*What you need to do:* Determine how many lines in the records hold "labels", and give that number with nothing added.

BEGIN Data for this task

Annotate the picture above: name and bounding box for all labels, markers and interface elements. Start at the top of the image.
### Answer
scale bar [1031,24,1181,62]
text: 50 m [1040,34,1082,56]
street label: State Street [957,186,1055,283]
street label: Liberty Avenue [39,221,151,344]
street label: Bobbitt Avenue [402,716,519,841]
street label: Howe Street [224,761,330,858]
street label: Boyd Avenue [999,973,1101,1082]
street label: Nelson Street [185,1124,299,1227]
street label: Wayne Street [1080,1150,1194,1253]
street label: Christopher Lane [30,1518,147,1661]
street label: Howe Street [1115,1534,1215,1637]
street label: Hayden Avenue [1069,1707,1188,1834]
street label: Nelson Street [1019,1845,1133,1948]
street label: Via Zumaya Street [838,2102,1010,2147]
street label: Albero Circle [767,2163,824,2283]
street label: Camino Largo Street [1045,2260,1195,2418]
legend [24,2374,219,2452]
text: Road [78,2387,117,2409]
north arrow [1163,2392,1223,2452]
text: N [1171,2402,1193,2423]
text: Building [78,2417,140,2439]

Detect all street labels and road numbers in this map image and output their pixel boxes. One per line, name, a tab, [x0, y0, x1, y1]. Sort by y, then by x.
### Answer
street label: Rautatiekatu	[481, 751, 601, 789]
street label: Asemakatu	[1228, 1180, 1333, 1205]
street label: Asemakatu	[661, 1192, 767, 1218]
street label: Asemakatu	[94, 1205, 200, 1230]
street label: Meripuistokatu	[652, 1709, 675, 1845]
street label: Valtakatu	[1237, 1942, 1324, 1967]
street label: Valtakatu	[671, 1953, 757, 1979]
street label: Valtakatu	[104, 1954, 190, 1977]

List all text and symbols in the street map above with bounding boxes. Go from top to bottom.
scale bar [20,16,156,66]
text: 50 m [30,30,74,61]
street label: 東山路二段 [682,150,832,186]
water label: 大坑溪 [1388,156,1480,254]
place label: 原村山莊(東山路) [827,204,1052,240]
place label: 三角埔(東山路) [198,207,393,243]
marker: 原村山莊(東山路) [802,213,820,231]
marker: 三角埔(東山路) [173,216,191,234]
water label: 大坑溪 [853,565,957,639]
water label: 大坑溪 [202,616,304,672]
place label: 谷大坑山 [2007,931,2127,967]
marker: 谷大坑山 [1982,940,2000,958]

END Data for this task

*Answer box:* 2